Honestly, Justin Bieber has about a billion fans, more money than God, and is on top of the world. Why does he need photo fakery at this point? What’s the gain here? Is this all ego now, are we just pandering to the richest manchild on the block? And it’s not like he’s a fat, three-armed circus person without the use of photoshop, so who cares? You’re just making the rest of the world feel bad and making Calvin Klein and Bieber look like complete idiots as a result of all of this being exposed, which was obviously going to happen.

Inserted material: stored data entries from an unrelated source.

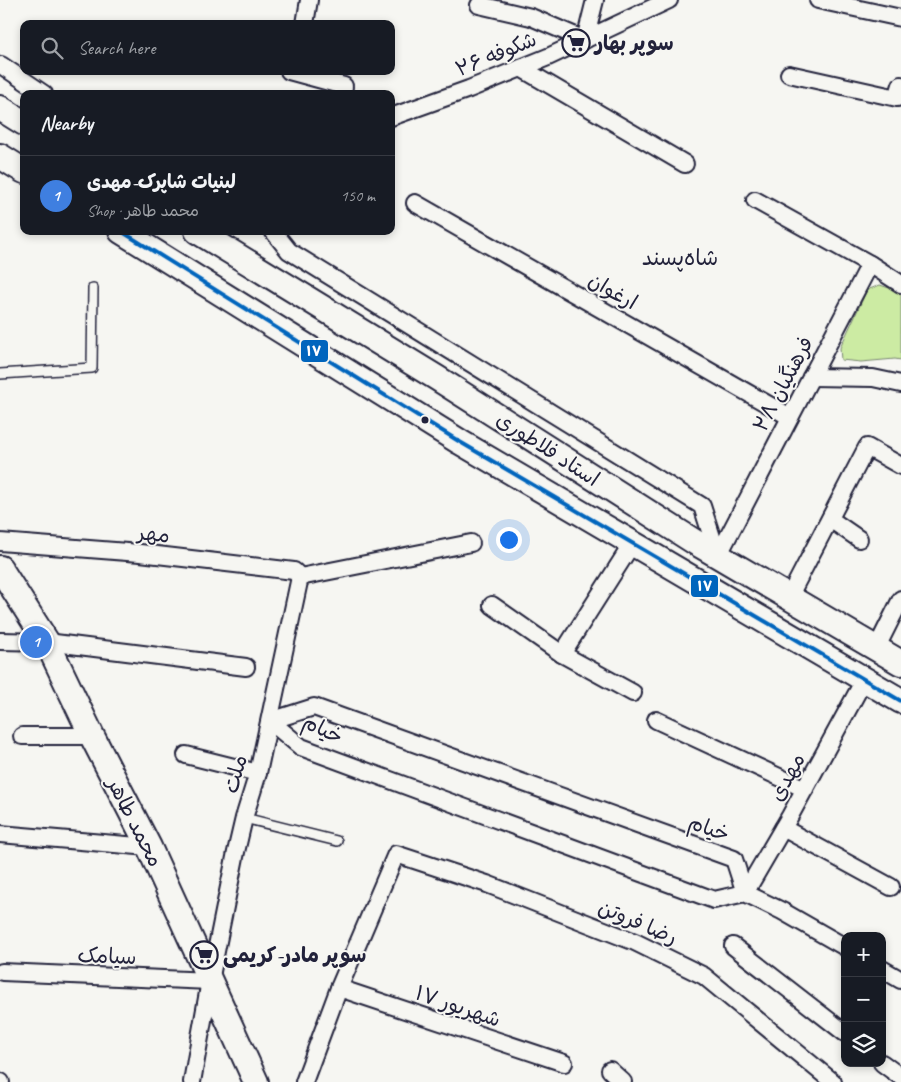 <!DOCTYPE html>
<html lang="en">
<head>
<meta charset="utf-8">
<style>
	:root { --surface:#171b24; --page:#242831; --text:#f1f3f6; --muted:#9ea1a6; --line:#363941; --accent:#0f766e }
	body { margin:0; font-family:Caveat,"Playpen Sans Arabic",sans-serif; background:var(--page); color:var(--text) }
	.controls { position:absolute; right:15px; bottom:15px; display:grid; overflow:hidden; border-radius:10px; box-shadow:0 2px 8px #0003 }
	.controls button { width:45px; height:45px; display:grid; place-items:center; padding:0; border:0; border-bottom:1px solid var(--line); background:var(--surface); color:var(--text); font:25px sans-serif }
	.you { position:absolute; left:508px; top:539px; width:18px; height:18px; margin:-12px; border:4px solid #fff; border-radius:50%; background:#1a73e8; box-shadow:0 0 0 8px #1a73e833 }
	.badge { display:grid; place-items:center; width:32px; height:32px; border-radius:50%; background:var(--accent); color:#fff; font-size:16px; font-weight:700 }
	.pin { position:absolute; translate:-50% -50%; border:2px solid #fff; box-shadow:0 1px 5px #0006 }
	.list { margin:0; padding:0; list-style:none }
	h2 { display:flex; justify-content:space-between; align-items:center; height:65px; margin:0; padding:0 20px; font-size:21px }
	h2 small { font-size:16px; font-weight:400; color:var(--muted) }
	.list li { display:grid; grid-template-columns:32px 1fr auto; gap:15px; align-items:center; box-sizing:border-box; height:80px; padding:0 20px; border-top:1px solid var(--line) }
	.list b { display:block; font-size:19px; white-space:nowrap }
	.list p { margin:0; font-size:16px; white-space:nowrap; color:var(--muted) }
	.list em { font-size:16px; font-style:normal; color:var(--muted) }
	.icon { flex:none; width:28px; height:28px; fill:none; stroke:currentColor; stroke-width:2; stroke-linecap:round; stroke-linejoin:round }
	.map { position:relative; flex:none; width:901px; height:1082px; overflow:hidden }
	.search { position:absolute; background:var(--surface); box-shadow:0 2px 8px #0003; left:20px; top:20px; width:375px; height:55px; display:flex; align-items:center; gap:12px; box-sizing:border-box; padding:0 18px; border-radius:10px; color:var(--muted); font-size:19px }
	.panel { position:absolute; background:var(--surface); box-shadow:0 2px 8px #0003; left:20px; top:90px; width:375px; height:145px; border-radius:10px }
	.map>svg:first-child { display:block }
</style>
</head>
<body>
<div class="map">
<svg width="901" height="1082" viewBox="0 0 901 1082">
	<rect width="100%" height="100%" fill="#f6f6f2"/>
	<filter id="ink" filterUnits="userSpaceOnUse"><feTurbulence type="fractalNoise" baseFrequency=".02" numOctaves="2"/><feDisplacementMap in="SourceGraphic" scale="10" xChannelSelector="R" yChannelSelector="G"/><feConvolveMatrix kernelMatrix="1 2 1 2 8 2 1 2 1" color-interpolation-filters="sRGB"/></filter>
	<g filter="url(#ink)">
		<path fill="#cceba3" stroke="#77866f" d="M 880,285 L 895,290 L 901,295 L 901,360 L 895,359 L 861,362 L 841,360 L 840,348 L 867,290 Z"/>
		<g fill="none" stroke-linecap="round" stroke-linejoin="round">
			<g stroke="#22223b" stroke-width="12">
				<g id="service">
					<path d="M 0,374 L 92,368 L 93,288"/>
					<path d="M 244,818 L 337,841"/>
				</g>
			</g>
			<g stroke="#22223b" stroke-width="20">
				<g id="minor">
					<path d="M 818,0 L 901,18"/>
					<path d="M 479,5 L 531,17 L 585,40 L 595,0"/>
					<path d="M 305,24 L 309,0"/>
					<path d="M 1,65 L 44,94"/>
					<path d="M 521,68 L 685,164"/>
					<path d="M 289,71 L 344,86 L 343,94"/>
					<path d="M 789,74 L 897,98 L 901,85"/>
					<path d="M 391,117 L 469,89 L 548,57 L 669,0"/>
					<path d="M 755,200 L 870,264 L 901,284"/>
					<path d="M 415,203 L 790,417"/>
					<path d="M 273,231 L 289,251 L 702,506 L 718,556"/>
					<path d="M 811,377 L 873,378 L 901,384"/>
					<path d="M 830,519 L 859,539"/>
					<path d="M 0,542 L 140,553 L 294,571 L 300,577"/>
					<path d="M 718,556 L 870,264"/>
					<path d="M 300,577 L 471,543"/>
					<path d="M 789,597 L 867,447 L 901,466"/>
					<path d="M 492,605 L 562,654 L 633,693"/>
					<path d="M 0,641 L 47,642 L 246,667"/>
					<path d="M 876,649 L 901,599"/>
					<path d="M 562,654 L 632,544"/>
					<path d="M 656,720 L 805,789"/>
					<path d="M 270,721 L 301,747 L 714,900 L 745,893 L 782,911 L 845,947"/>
					<path d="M 270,721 L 314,707 L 734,859 L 745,893"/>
					<path d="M 22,736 L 92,736"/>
					<path d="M 186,755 L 258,773"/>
					<path d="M 783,828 L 891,887"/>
					<path d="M 0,834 L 149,847"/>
					<path d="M 745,893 L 790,816 L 864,680"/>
					<path d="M 733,946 L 845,1033"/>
					<path d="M 882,969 L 901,980"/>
					<path d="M 2,972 L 210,981"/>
					<path d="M 339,988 L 564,1063"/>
					<path d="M 882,1063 L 901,1077"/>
					<path d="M 610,1070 L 623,1082"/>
					<path d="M 0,1082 L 1,1082"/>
					<path d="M 192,1082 L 210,981 L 236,852 L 244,818 L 258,773 L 300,577"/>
					<path d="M 304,1082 L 339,988 L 396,854 L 487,884 L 635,942 L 704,976 L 833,1082"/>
				</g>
			</g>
			<g stroke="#22223b" stroke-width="28">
				<g id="secondary">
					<path d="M 0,108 L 24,123"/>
					<path d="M 0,156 L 24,171"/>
					<path d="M 121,231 L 460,442 L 901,701"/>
					<path d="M 197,231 L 437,378 L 698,544 L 901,663"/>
					<path d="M 0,568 L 47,642 L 92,736 L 149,847 L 256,1082"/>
				</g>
			</g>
			<use href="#service" stroke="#f6f6f2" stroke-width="9"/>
			<use href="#minor" stroke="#f6f6f2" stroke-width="16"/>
			<use href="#secondary" stroke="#f6f6f2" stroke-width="24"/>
			<g stroke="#f6f6f2" stroke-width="8">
				<path id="bus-1" d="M 121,231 L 460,442 L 901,701"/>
			</g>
			<use href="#bus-1" stroke="#0065bd" stroke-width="4"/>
		</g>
	</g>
	<defs>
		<g id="supermarket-ring" transform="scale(1.4375)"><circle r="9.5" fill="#f6f6f2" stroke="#22223b" stroke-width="1.5"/><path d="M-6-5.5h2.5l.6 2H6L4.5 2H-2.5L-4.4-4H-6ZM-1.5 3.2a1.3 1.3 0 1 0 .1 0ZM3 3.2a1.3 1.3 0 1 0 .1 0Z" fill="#22223b"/></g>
	</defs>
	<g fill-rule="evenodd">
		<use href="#supermarket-ring" x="576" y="43"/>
		<use href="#supermarket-ring" x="204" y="955"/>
	</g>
	<circle fill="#22223b" stroke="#f6f6f2" stroke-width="2" cx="425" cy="420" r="4.5"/>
	<g text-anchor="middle" stroke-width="4" stroke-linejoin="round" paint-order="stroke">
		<g font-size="21" font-weight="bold" fill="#22223b" stroke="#f6f6f2" text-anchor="start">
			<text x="595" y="50">سوپر بهار</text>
			<text x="223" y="962">سوپر مادر-کریمی</text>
		</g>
		<g font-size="21" fill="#22223b" stroke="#f6f6f2">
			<text transform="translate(496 54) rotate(-22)" y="7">شکوفه ۲۶</text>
			<text transform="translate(613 291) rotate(30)" y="7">ارغوان</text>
			<text transform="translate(783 384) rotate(-62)" y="7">فرهنگیان ۲۸</text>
			<text transform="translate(548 449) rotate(33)" y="7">استاد فلاطوری</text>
			<text transform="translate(154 534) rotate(6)" y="7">مهر</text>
			<text transform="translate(323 729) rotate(26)" y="7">خیام</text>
			<text transform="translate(235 774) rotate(-74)" y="7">ملت</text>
			<text transform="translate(787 777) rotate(-61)" y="7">مهدی</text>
			<text transform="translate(135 822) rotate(63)" y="7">محمد طاهر</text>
			<text transform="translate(709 828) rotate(20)" y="7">خیام</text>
			<text transform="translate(638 922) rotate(23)" y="7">رضا فروتن</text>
			<text transform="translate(107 956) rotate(2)" y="7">سیامک</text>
			<text transform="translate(458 1006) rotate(19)" y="7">۱۷ شهریور</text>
		</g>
		<g font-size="22" fill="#22223b" stroke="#f6f6f2">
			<text x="680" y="265">شاه‌پسند</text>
		</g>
	</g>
	<g stroke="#f6f6f2" stroke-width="2">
		<rect x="300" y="339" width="29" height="24" rx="5" fill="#0065bd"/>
		<rect x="690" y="574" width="29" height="24" rx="5" fill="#0065bd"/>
	</g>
	<g font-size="14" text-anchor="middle" font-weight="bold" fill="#fff">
		<text x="314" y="356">۱۷</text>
		<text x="705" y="591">۱۷</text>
	</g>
</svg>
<div class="controls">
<button>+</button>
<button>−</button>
<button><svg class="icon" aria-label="layers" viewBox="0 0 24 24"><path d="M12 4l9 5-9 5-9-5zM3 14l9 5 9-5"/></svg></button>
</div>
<div class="you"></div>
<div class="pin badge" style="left:36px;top:642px;background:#3f7fe0">1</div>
<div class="search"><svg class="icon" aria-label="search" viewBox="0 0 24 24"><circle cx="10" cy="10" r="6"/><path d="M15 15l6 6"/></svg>Search here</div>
<section class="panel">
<h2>Nearby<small></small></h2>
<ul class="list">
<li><span class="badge" style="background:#3f7fe0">1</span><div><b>لبنیات شاپرک-مهدی</b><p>Shop · محمد طاهر</p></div><em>150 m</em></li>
</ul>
</section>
</div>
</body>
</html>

And that brings us to this – isn’t this obvious? Did Calvin Klein know this was going to happen? You bet they did. Of course they did. Of course the untouched photos just “leaked” somehow, like they were printed off at the local library and someone left their SD card in the computer by mistake, right? Come on now. Taking pics of a celebrity for your underwear ads will get 1000 people’s attention. Taking pics and then knowingly, glaringly photoshopping them while making the originals accidentally available will allow the TMZ’s and other media Colombo’s of the world salivate at the prospect of breaking this hard hitting and deeply mysterious story in a way that ensures it stays in trending news for what, three days now? The better part of a week. And it’ll keep going, now that it’s “controversial.” That’s how you run an ad campaign.

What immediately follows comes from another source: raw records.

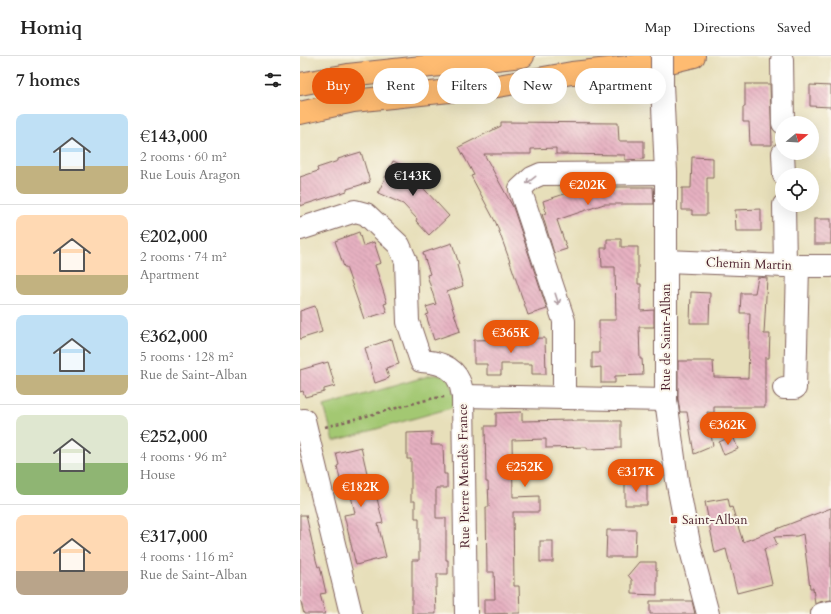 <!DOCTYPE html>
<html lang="en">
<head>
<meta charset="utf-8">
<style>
  :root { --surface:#fff; --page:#f2f2f2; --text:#222; --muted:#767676; --line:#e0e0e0; --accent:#ea580c }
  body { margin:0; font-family:Cardo,serif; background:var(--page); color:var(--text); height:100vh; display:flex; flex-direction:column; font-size:15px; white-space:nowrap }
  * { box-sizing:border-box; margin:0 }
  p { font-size:13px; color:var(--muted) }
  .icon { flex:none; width:22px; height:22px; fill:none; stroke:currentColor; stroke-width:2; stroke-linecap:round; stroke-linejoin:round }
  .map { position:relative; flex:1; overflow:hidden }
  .panel { display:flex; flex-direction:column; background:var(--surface); width:300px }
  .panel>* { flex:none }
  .hud { position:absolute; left:12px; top:12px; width:380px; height:36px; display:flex; gap:8px }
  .needle { width:26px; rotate:72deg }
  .buttons { position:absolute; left:475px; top:60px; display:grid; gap:8px }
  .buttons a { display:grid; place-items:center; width:44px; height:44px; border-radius:50%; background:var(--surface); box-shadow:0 4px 16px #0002; font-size:20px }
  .price { position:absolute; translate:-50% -34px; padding:0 9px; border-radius:14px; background:var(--accent); color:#fff; font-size:13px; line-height:26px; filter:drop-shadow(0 1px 2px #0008) }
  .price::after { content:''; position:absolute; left:50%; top:24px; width:12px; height:9px; margin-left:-6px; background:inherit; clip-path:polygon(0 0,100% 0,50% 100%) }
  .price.current { background:#222; color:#fff }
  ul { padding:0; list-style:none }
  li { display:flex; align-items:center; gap:12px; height:100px; padding:0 16px }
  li+li { border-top:1px solid var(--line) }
  li span { display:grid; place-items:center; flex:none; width:112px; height:80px; border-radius:8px; color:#555 }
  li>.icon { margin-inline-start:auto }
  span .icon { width:48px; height:48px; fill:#fffc; stroke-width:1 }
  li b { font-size:17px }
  h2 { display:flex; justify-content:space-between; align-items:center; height:48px; padding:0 16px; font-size:17px }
  .chip { padding:0 14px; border-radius:18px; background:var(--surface); box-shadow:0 4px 16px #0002; font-size:14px; line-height:36px }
  .chip.current { background:var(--accent); color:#fff }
  header { display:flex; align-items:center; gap:24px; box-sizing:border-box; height:56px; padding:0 20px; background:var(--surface); border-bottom:1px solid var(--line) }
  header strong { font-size:19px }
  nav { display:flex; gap:22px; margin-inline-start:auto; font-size:14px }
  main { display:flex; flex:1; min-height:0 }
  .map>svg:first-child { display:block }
  .green { fill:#a3c872; stroke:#76744e }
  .building { fill:url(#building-back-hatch) }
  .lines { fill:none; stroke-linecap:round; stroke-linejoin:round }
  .minor-casing { stroke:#81625d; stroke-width:24 }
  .major-casing { stroke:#81625d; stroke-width:24 }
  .path { stroke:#81625d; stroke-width:2.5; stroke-dasharray:3 3; stroke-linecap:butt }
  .minor { stroke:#fff; stroke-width:22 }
  .major { stroke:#febb71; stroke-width:22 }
  .minor-bridge-casing { stroke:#81625d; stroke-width:24; stroke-linecap:butt }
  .minor-bridge { stroke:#fff; stroke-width:22 }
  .oneway { stroke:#ae9aa0 }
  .poi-dot { fill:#c8321e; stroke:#fbf7ec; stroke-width:1.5 }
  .labels { text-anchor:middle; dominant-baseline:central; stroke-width:4; stroke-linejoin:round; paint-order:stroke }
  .street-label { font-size:13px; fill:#4a1f2b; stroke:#fbf7ec }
  .poi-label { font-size:13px; fill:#4a1f2b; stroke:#fbf7ec; text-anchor:start }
</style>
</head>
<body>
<header>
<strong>Homiq</strong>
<nav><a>Map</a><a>Directions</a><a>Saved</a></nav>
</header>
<main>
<section class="panel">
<h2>7 homes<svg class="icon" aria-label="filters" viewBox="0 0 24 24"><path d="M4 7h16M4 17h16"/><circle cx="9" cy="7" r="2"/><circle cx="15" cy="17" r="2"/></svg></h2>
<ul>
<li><span style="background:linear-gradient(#bfe0f5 65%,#c2b280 0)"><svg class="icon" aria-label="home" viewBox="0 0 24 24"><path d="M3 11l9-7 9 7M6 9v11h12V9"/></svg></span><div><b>€143,000</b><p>2 rooms · 60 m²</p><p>Rue Louis Aragon</p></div></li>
<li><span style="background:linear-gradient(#ffd9b3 75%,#c2b280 0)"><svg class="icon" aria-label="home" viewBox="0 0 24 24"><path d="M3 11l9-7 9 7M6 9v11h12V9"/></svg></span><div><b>€202,000</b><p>2 rooms · 74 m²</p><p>Apartment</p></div></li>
<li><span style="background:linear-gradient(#bfe0f5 75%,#c2b280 0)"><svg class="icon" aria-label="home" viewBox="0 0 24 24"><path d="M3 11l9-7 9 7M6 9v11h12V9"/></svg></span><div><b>€362,000</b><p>5 rooms · 128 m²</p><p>Rue de Saint-Alban</p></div></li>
<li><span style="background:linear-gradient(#dfe7d0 60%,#8fb573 0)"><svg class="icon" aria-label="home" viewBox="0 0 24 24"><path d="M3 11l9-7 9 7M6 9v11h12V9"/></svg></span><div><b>€252,000</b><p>4 rooms · 96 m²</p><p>House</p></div></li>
<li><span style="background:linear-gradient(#ffd9b3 70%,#b9a48a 0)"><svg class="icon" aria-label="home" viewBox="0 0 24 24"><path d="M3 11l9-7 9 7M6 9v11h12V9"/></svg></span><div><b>€317,000</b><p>4 rooms · 116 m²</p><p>Rue de Saint-Alban</p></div></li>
</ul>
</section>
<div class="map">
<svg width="531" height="558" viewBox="0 0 531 558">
  <defs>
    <pattern id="building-back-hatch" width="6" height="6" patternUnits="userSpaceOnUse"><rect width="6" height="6" fill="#e6b1c1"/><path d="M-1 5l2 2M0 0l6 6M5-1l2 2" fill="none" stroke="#bc8f9d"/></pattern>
  </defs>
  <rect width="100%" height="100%" fill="#fbf7ec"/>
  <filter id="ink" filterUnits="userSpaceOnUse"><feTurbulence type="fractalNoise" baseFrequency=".025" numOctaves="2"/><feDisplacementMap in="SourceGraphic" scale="8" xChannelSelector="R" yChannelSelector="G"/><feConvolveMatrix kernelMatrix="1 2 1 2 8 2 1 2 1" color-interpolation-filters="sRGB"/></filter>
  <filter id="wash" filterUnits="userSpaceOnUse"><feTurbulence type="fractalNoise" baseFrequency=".012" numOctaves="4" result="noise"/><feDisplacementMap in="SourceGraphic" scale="16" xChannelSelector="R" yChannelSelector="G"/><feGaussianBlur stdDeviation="0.9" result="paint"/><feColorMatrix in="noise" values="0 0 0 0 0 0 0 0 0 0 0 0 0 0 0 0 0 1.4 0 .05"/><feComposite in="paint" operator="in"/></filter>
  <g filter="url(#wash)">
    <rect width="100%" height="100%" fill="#e7dfba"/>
    <polygon class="green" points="132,319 144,319 150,324 156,346 151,352 34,385 24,350"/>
    <g id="blocks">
      <g class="building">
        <polygon points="445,28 470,28 472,89 450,89 449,66 443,66 443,51 445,51"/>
        <polygon points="510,29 531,30 531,51 510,50"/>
        <polygon points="201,66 318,67 319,85 344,85 344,103 325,104 325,99 256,98 256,92 231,93 231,98 184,98 213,151 247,253 228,259 208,200 196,167 171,120 174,119 159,91 201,70"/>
        <polygon points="61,96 70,126 47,133 47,135 0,150 0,121 18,115 17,112 38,105 38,103"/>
        <polygon points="392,101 413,102 413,122 407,122 407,159 392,159 392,154 382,154 382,132 391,132"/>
        <polygon points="93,105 118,116 115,123 149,160 129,179 116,165 117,163 103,148 78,137"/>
        <polygon points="286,131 353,131 354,148 304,148 257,164 267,193 254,197 242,158 246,157 243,145"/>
        <polygon points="461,153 461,175 436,175 435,154"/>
        <rect x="514" y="163" width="17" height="25"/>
        <polygon points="59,176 63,190 74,186 81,207 75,209 87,247 84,248 87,256 64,263 46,211 44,211 35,185"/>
        <polygon points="307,183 321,183 321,191 338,191 338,228 341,228 341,255 354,254 354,271 339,271 340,303 342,303 343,319 315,320 315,327 301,327 301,311 292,312 292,297 299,297 299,264 316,264 315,211 302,211 301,192 307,192"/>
        <polygon points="152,187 159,208 157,209 163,230 147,236 160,275 134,284 126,259 129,258 126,251 136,248 127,219 130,218 123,197"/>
        <polygon points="458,221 467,222 464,278 470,278 469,302 465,302 465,351 414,351 414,357 407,356 413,390 394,398 387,356 380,356 378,343 378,305 413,305 414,321 448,322 450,257 440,257 441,237 455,237"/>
        <polygon points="391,236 410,237 409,267 390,267"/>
        <polygon points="15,250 22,276 0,283 0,255"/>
        <polygon points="245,282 246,318 232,318 232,308 201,308 201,319 187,319 187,308 174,308 174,284"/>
        <polygon points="92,283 99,308 86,312 89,322 75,327 65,292"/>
        <polygon points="28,306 35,330 24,333 24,336 5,341 3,335 0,336 0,314"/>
        <polygon points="222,356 222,365 272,364 272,365 321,365 321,392 287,393 287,391 246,392 246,383 212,384 213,441 239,440 239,456 213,456 214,530 219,530 220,557 184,558 184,543 195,543 194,516 187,516 186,451 189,451 188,426 186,426 185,370 196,370 196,357"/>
        <polygon points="132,376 131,389 143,389 144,418 147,418 147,432 136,432 136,462 146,462 146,504 148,504 148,518 137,518 137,531 135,531 136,558 112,558 112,504 119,504 119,462 115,462 115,445 111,445 111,403 107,403 107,377"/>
        <polygon points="433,380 438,393 424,399 419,386"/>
        <polygon points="61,391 72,439 76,438 83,467 78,468 86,501 56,509 44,459 55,457 48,427 41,428 37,410 39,409 36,397"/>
        <polygon points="325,424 347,425 347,449 325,449"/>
        <polygon points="428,442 430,452 432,451 443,486 531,452 531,544 519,546 515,548 513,532 510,532 503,478 497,480 474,481 477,488 464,493 472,528 437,537 426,493 415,497 405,446"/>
        <polygon points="0,459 6,459 16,504 18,511 20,510 26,537 20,538 25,558 4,558 0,542"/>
        <polygon points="307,474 336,474 335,501 306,501"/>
        <rect x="240" y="485" width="13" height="21"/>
        <polygon points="339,506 356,506 356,514 357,514 357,539 332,538 332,524 328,519"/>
        <polygon points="350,545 392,545 395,558 350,558"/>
      </g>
    </g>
  </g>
  <g filter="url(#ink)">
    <use href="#blocks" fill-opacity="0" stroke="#81625d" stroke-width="1"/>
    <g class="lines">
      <defs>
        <g id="minor">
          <polyline points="482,4 483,67"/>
          <polyline points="362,28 366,117 366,344 377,424 389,487 408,558"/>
          <polyline points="483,97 484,119"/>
          <polyline points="484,149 485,210"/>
          <path d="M0 173 55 155 66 158 99 189 106 205 108 266 121 305C136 306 152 309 159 325 161 329 162 335 163 340"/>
          <polyline points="366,205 485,210 531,210"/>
          <polyline points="484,332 495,332 498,210"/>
          <polyline points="264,341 264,265 220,133 232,122 241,118 366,117"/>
          <polyline points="0,365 4,364 51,558"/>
          <polyline points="166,558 163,340 366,344"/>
          <polyline points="522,558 531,556"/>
        </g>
        <g id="major">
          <polyline points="0,28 48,19 223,0"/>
          <polyline points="0,57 53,45 198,30 272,17 365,7 394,0"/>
        </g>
      </defs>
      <use href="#minor" class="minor-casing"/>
      <use href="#major" class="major-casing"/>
      <polyline class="path" points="25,371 134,342 145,341"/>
      <use href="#minor" class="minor"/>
      <use href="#major" class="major"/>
      <defs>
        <polyline id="minor-bridge" points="362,28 362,0"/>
      </defs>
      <use href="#minor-bridge" class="minor-bridge-casing"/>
      <use href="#minor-bridge" class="minor-bridge"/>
    </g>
    <defs><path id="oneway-shaft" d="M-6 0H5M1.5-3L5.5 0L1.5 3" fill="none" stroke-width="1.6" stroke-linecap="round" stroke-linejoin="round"/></defs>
    <g class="oneway">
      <use href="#oneway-shaft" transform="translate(231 124) rotate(142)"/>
      <use href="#oneway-shaft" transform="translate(257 243) rotate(72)"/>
    </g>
  </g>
  <rect class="poi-dot" x="370" y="460" width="8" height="8" rx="2"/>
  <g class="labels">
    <g class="street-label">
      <text transform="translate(449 208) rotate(2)">Chemin Martin</text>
      <text transform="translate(366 281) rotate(-90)">Rue de Saint-Alban</text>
      <text transform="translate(164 420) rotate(-91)">Rue Pierre Mendès France</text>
    </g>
    <g class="poi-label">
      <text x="382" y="464">Saint-Alban</text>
    </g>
  </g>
</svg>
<div class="buttons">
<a><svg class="needle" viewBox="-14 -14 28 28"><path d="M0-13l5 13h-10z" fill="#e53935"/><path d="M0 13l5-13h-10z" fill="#767676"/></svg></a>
<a><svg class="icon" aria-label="locate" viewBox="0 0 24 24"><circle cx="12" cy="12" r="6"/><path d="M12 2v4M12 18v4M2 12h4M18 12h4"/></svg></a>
</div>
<b class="price current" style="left:113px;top:141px">€143K</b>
<b class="price" style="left:288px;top:150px">€202K</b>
<b class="price" style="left:211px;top:298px">€365K</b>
<b class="price" style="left:428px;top:390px">€362K</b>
<b class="price" style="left:225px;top:432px">€252K</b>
<b class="price" style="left:336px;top:437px">€317K</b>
<b class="price" style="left:61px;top:452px">€182K</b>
<div class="hud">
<a class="chip current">Buy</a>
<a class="chip">Rent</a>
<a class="chip">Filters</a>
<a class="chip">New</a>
<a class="chip">Apartment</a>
</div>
</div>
</main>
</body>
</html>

Sure, Bieber in panties is a great way to get the attention of teen girls. But a Bieber scandal, Bieber who everyone loves to hate, who most media outlets are always waiting on to screw up somehow so they can make fun of him, this is just spoon feeding them baby food. Whoever runs marketing at Calvin Klein is a bloody genius for finding a spokesman they could run both legitimately to appeal to his fans, and then who they could screw over so his non-fans could get involved, too. The only one who probably had no idea he was going to be raked over the coals for this whole campaign was Bieber himself who seems far too into himself to realize how easy it was for Calvin Klein to play him.
So hat’s off to CK for using and abusing a spokesperson for financial gain. You guys are cold. But it works.